Those are all good things to hear as more and more dairies make beef crossbreds as a way to rightsize their heifer inventories and maximize reproductive efficiency. But there is one concern that is keeping dairy beef crossbred animals from gaining more premiums and further acceptance with beef packers, and it was discussed at length during last week’s Dairy Cattle Reproduction Council Annual Meeting.
“These cattle are more predisposed to and are presenting more liver abscesses,” explained Dale Woerner, an animal and meat scientist at Texas Tech University, during the meeting’s opening presentation.
Liver abscesses are condemned at slaughtering, and they often adhere to the diaphragm muscles and other surrounding organs, requiring further carcass trimming. Woerner said the losses from these removed parts can reach $100 per head.
Liver abscesses are not unique to dairy beef crosses; they can be observed in any cattle breed. Typically, an abscess will be found in about 15% to 25% of conventional beef animals, and the prevalence in cull dairy cattle is about the same at approximately 20%, he described. While still not ideal, packing plants are prepared for this issue.
The problem is that dairy beef crosses are showing a much higher rate of liver abscesses, which becomes expensive and is not easy for a plant to absorb. These animals have about a 40% prevalence of liver abscesses, Woerner said. Some farms or feedlots may be at 80% or above. “We have doubled or tripled the incidence in these cattle,” Woerner said.
Unfortunately, there is not a clear answer as to why this is happening in these animals. Woerner noted that there is some speculation it could be because cattle raised in a dairy environment are fed grain from an earlier age. Another consideration could be heat stress, but there is not much agreement in that area due to conflicting reports of if there are actually more abscesses in animals fed out in the Southern part of the country.

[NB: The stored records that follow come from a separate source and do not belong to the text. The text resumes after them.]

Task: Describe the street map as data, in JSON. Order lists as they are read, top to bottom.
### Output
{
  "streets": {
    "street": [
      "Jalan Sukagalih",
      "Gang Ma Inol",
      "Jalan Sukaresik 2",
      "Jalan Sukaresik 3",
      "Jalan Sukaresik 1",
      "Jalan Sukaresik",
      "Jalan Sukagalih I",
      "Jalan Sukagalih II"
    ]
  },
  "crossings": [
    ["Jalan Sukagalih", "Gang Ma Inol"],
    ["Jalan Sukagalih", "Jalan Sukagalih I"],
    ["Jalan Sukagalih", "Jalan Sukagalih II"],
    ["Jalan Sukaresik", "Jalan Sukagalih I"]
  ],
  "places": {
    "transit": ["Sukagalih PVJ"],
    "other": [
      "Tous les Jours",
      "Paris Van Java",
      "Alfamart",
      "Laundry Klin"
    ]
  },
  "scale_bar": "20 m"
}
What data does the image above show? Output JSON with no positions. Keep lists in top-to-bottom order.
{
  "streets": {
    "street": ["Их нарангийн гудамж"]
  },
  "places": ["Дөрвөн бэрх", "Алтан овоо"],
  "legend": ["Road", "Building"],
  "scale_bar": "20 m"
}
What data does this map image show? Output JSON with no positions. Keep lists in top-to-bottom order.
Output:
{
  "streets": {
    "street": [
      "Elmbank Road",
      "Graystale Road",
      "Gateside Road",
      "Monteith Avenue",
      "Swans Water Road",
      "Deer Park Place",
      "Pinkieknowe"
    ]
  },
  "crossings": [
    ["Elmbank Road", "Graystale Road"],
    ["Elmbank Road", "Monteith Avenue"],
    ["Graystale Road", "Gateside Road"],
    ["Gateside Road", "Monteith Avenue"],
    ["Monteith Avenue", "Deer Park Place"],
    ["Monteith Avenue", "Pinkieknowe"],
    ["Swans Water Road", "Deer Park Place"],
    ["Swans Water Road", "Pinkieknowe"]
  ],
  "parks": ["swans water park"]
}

Dairy beef crossbreds have come a long way in the last few years as dairy farmers have leaned on bull studs and other sources to choose beef bulls for their dairy animals that will make beef-quality — not just black — calves. Working to solve the liver abscess concern will be the next improvement that adds even more value to these animals born on dairy farms. At the moment, though, there are simply a million questions and not much good data on the topic, Woerner admitted.